The Mid-Term Exam may be made up ONLY if you submit a verifiable MEDICAL EXCUSE or if you were absent from the campus on OFFICIAL COLLEGE BUSINESS. In either case you must submit a request to me IN WRITING for an alternate exam time. In the instance of absence due to College business, the request must be submitted at least 2 class periods prior to the scheduled exam date. Those with approved excuses must make up the exam within 3 working days of the scheduled exam. The Final Exam may not be made up at a later date.
You will complete a crew assignment in any of the areas listed below. A more specific sign-up sheet will be circulated next week.
1) Lighting Crew: Hang, cable, focus, gel all lighting instruments for a main stage show. Heavy concentration of work about 2 1/2 weeks before the show opens. (Aft./Evening work.) Dates/times to be announced later – either production.
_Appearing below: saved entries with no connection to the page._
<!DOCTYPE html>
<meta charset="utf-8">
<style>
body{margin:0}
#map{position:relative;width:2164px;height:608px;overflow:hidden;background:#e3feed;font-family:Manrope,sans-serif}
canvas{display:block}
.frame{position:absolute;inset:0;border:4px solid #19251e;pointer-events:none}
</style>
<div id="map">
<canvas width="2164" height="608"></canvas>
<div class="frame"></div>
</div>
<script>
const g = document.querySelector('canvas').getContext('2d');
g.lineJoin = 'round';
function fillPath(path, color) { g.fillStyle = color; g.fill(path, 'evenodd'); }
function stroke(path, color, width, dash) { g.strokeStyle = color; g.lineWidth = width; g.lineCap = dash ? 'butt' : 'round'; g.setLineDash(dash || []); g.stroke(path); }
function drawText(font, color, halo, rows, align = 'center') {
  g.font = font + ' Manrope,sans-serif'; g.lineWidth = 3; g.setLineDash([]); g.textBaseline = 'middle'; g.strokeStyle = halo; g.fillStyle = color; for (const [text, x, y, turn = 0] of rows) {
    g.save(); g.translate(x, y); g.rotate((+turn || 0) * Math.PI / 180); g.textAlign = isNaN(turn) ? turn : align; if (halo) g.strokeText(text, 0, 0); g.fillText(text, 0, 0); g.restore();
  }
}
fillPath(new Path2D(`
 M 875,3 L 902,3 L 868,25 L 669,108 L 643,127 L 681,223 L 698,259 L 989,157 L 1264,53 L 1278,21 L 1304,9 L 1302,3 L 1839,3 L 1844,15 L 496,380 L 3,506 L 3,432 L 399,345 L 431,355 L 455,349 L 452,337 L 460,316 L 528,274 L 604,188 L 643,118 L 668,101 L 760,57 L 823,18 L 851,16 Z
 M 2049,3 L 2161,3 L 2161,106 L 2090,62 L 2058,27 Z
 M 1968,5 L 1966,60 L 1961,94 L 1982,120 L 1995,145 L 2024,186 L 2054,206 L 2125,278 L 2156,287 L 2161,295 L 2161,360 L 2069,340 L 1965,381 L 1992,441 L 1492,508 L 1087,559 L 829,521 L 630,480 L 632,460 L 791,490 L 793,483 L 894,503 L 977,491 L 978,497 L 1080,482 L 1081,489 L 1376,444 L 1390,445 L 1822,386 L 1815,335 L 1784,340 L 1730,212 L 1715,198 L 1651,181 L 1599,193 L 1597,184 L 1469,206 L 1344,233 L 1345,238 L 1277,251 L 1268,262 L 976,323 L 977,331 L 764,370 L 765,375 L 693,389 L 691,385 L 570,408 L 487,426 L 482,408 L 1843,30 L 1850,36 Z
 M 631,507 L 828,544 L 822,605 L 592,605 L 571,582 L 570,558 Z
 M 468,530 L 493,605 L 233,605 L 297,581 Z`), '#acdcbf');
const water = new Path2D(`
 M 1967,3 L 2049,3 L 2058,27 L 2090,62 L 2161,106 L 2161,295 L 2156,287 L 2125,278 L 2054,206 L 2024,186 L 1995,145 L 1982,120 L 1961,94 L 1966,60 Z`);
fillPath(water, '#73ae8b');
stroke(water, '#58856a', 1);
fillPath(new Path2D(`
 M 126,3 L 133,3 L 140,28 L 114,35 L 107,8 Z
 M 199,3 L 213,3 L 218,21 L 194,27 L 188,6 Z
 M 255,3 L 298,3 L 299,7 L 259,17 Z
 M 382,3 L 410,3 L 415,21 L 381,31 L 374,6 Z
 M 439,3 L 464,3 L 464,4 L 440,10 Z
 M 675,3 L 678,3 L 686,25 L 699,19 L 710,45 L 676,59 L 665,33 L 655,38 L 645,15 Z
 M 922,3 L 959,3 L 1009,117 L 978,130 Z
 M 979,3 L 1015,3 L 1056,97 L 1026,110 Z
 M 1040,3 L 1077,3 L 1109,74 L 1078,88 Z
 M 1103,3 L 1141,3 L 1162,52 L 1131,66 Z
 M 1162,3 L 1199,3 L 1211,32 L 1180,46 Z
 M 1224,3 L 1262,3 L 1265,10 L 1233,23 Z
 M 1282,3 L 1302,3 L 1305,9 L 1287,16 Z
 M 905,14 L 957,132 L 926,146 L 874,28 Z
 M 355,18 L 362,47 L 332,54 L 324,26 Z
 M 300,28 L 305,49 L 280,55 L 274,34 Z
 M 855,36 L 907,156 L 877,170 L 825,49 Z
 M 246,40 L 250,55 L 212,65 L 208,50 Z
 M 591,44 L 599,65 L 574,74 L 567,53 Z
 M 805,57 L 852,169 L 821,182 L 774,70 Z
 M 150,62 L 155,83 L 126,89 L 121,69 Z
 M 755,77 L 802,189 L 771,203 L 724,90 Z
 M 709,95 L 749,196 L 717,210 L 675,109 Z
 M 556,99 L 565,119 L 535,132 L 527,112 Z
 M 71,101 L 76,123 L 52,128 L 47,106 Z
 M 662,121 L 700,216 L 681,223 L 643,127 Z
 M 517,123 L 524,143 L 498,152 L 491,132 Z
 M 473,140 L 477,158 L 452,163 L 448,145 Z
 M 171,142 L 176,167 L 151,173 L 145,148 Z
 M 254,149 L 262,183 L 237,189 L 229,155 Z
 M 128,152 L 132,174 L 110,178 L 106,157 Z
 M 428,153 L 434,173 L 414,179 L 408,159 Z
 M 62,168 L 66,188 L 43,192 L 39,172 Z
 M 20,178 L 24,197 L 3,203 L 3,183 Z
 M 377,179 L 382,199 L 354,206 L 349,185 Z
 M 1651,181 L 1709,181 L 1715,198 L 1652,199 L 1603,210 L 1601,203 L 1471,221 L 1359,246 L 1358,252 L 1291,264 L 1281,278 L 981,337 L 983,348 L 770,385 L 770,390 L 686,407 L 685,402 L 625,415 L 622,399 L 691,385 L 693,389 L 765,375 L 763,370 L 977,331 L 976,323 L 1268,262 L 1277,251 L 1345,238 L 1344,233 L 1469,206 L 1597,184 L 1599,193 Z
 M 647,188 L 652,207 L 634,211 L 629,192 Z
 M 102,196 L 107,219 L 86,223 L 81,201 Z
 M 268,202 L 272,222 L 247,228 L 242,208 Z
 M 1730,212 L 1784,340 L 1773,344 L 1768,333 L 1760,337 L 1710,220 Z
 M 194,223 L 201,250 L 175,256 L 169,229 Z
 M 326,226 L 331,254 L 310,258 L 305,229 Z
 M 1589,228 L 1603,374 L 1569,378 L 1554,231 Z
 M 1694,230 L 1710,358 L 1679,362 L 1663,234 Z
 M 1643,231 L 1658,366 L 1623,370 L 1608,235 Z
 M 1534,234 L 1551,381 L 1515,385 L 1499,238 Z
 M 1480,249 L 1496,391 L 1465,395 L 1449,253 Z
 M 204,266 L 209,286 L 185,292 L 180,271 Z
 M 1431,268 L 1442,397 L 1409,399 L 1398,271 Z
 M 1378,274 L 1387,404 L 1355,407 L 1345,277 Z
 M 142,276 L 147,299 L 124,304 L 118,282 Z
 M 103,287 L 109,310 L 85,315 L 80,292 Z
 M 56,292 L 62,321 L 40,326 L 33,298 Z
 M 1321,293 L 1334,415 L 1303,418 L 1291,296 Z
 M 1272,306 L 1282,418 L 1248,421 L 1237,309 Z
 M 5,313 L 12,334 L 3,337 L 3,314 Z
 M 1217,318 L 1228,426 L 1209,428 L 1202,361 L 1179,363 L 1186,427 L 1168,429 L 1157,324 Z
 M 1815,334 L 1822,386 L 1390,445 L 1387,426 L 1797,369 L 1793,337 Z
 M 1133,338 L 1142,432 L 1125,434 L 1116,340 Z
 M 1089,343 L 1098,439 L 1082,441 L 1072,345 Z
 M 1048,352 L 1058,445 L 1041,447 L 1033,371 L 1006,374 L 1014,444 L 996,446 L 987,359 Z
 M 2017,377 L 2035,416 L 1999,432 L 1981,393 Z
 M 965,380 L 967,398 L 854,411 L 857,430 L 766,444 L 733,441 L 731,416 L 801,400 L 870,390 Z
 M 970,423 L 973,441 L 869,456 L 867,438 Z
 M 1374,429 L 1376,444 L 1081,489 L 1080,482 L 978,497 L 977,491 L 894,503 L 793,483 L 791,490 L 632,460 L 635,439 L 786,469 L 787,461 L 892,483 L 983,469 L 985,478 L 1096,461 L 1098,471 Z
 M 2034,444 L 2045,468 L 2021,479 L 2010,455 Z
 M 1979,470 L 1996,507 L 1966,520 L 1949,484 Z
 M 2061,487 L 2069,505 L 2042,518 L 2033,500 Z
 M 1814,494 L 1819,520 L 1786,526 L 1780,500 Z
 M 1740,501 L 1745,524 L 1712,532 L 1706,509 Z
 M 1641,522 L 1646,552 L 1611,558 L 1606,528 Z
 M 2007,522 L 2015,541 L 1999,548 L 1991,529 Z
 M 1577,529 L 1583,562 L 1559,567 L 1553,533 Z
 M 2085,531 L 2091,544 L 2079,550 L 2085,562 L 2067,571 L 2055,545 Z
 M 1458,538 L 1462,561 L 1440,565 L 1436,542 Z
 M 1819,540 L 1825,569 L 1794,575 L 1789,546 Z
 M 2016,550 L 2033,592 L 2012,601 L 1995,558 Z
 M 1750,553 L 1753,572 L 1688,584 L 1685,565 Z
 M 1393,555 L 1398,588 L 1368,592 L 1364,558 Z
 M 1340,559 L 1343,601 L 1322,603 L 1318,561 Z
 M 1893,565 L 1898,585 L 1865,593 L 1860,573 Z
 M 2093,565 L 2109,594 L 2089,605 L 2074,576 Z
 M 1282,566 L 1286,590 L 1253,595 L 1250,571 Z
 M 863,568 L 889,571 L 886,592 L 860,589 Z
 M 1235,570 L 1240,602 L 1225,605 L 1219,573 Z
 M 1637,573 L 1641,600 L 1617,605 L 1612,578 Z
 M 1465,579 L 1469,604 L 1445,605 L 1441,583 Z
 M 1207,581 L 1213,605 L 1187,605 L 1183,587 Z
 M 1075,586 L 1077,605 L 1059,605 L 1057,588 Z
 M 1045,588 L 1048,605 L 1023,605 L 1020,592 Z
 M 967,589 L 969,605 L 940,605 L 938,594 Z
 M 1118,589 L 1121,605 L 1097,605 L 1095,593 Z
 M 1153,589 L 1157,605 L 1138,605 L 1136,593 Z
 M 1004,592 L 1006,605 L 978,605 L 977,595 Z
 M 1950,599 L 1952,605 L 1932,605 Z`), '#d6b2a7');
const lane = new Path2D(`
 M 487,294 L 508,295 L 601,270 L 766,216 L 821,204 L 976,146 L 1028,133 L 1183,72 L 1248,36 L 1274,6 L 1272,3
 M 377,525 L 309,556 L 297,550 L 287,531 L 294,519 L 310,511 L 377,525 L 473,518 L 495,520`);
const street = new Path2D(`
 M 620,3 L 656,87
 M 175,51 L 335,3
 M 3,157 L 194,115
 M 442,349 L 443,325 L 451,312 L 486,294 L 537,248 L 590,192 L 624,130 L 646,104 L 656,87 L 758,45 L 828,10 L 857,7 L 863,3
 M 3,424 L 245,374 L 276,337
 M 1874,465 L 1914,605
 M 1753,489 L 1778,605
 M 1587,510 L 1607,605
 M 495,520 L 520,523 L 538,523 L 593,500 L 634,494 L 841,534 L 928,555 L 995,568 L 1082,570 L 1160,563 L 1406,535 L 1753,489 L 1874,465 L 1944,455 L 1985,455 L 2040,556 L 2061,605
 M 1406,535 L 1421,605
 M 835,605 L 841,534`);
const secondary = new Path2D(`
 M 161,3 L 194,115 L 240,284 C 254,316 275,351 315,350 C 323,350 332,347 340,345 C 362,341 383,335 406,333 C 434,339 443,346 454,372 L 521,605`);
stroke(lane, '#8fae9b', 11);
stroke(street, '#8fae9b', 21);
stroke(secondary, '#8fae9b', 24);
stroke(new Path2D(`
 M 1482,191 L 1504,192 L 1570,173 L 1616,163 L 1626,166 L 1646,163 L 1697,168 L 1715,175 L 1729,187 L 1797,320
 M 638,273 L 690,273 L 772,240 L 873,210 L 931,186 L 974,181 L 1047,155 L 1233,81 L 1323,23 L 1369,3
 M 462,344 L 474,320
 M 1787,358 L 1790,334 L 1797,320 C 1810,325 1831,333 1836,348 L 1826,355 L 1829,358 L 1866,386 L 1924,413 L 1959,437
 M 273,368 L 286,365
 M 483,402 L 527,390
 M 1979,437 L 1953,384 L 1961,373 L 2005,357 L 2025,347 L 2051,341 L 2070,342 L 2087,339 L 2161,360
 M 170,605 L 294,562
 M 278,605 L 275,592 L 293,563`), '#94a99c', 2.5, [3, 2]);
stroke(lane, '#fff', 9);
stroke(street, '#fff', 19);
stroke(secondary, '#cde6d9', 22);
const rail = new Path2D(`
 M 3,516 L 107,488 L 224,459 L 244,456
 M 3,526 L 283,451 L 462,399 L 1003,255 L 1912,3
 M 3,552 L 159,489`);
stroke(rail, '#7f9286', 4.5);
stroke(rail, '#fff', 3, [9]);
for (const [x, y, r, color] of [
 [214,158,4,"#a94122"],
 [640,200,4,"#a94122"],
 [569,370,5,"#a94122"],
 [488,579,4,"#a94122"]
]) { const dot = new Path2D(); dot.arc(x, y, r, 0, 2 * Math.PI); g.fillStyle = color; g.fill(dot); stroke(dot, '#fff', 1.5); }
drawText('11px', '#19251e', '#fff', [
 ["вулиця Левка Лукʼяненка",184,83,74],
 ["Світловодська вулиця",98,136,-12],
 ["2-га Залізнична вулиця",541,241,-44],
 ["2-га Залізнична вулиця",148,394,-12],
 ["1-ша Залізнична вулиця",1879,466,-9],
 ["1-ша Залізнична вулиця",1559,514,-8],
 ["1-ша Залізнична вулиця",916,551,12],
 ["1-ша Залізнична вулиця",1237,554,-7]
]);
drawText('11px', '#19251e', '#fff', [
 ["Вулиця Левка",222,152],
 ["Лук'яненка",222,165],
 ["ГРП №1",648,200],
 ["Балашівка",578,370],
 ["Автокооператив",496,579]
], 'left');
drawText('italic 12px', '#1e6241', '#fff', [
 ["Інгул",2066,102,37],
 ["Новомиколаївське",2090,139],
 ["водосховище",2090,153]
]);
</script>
Hang/Focus Crew: 4-6 people Running Crew: 1 person (Board Op)
2) Props Crew: Acquisition/Construction - Under the supervision of a crew head, you will be the ones to find, beg, borrow, build, paint, upholster, etc., all of the props that are needed for either of the shows.
1-2 Acquisitions/Const. Crew people Running Crew: 1-2 Crew people
3) Set Running Crew: Under the supervision of a crew head, you will be responsible for placing, striking, and shifting set units/props during Tech. Week and the run of Wiley and the Hairy Man.
NOTE: Running crews and board ops must be available evening hours the week before the show opens and the nights of performance. All crew members are required to attend the "strike" of the show. Students will be expected to work until their selected area's work is completed. Those consistently "unavailable" are not working to complete the assignment and will receive a grade reflective of such.
Each student can expected to put in approximately 20-25 hours per crew assignment. Your work attitude and your application of materials covered in the class will affect your grade.